Queensrÿche has had quite a roller coaster ride over the past decade. From 1999-2009, the band featured three different sets of songwriters before settling in with producer/songwriter Jason Slater in 2006 for Operation: Mindcrime II. With Slater back for round two with lead singer Geoff Tate and company, Queensrÿche has clearly found its creative legs on American Soldier, a concept record detailing the experiences of United States servicemen and women.
Starting with the “on your feet!” call of a boot camp drill instructor in “Sliver,” American Soldier takes the listener on a unique journey of hard rock bombardment. Featuring a plethora of heavy riffing throughout the album, particularly on the rockers “Man Down!” and “Unafraid,” American Soldier embraces Queensrÿche’s heavier roots, without forgetting the epic side of the band.
“At 30,000 Ft.,” a track written from the point of view of a bomber pilot will remind fans of the grand “Anybody Listening?” off of 1990’s Empire, whereas the moody “A Dead Man’s Words” is reminiscent of the song “Promised Land.” In fact, in a nutshell, American Soldier feels like a hybrid between the darkness of 1994’s Promised Land with a good injection of modern musical angst.
American Soldier was written primarily by producer Slater (with Tate responsible for lyrics), although former Queensrÿche axeman and producer Kelly Gray (Q2k, Live Evolution) contributed some tracks (“Hundred Mile Stare” and the aforementioned “Man Down!”).
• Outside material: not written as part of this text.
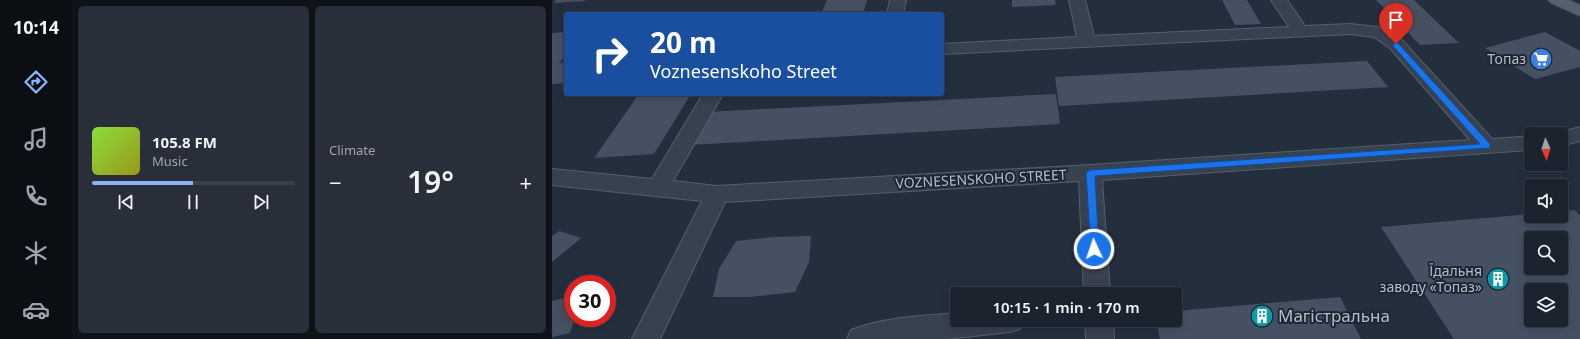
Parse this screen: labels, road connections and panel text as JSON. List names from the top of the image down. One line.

Additionally, Gray’s other band, Slave to the System, which features Queensrÿche drummer Scott Rockenfield and Brother Cane frontman/guitarist Damon Johnson, also contributed two songs – the battle haze-influenced “Middle of Hell” (featuring Tate on saxophone dueling with Wilton on guitar) and the touching father-daughter ballad (sung by Tate and his daughter, Emily), “Home Again.”
Tate (saxophone), Wilton (guitars), Rockenfield (drums) and bassist Eddie Jackson deliver dynamic musical performances, arguably their strongest in 15 years. From Rockenfield’s military cadence beat behind Wilton’s solo in the emotionally-charged “The Killer,” to Jackson’s thundering groove throughout American Soldier, the band play more cohesively than they have in years, distinctively Queensrÿche, yet modern and relevant despite being around for 28 years.
Most fans of Queensrÿche would probably agree Tate is at his best when he is inspired and writes to a theme, and that holds true with American Soldier. Crafted from the stories of soldiers (including Tate’s own father), the best of Geoff Tate is on display, telling emotional stories from a number of different perspectives and delivering them with conviction.
The unique factor, however, is that Tate takes care not to inject much of his own opinion, giving the listener true first-hand feel of the emotions soldiers experience in conflict. Throw in various interview clips from soldiers Tate spoke with entwining with the songs, and the emotional impact of American Soldier is undeniable.
So what’s the downside? While the record features great instrumentation, including classic guitar solos by Wilton, the trademark vocals of Tate are always the first thing that people notice. Tate’s delivery on American Soldier is up and down. At times, Tate sounds thin and straining (sections of “Sliver,” “Hundred Mile Stare,” and very noticeably on the lead single, “If I Were King”). Then on other songs, Tate sounds strong and melodic like most fans remember, particularly on the chorus of “Unafraid,” and again on “At 30,000 Ft.” and “A Dead Man’s Words.”
Further, while the soldier interview clips spliced through the record provide a necessary realism they also have a tendency to derail things. For example, “Unafraid” features interview clips serving as the actual verses to the song. Yes, you read that right. Tate wrote no lyrics, except for the chorus. It works artistically in the concept, but from a standalone song perspective, the chorus of the song screams “anthem” and “radio hit,” but the eclectic decision to not have lyrics in the verses likely stifles that chance of taking the song to another level.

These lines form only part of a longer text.